EXERCISE MATERIALS below:
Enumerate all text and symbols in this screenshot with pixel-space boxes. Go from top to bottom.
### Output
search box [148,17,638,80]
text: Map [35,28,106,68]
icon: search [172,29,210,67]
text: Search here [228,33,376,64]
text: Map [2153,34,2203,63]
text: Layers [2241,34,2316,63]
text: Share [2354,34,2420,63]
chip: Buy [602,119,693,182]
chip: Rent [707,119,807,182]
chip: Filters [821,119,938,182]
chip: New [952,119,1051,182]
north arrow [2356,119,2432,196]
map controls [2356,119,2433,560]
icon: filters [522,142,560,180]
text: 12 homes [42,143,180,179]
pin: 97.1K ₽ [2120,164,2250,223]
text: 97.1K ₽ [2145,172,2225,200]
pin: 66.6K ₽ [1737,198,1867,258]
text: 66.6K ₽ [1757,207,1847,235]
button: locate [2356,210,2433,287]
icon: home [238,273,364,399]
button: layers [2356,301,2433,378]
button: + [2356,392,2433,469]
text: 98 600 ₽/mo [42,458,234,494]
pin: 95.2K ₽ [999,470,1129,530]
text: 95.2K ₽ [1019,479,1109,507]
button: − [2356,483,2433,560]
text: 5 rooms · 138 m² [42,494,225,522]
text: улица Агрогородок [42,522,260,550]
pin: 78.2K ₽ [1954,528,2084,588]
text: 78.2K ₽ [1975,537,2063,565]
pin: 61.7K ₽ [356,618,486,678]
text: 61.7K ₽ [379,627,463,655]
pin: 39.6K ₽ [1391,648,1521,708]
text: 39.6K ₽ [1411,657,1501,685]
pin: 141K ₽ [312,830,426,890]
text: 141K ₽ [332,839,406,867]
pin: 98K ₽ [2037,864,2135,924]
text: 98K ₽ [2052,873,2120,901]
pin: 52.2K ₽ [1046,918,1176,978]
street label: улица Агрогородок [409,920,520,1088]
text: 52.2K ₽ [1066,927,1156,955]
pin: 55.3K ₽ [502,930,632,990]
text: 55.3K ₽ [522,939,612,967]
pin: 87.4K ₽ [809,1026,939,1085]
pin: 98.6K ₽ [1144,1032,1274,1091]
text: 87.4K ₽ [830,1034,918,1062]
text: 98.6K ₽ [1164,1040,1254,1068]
End of EXERCISE MATERIALS.
WORK TASK
What lines of the data contain the string "улица"? List them.

TASK ANSWER
text: улица Агрогородок [42,522,260,550]
street label: улица Агрогородок [409,920,520,1088]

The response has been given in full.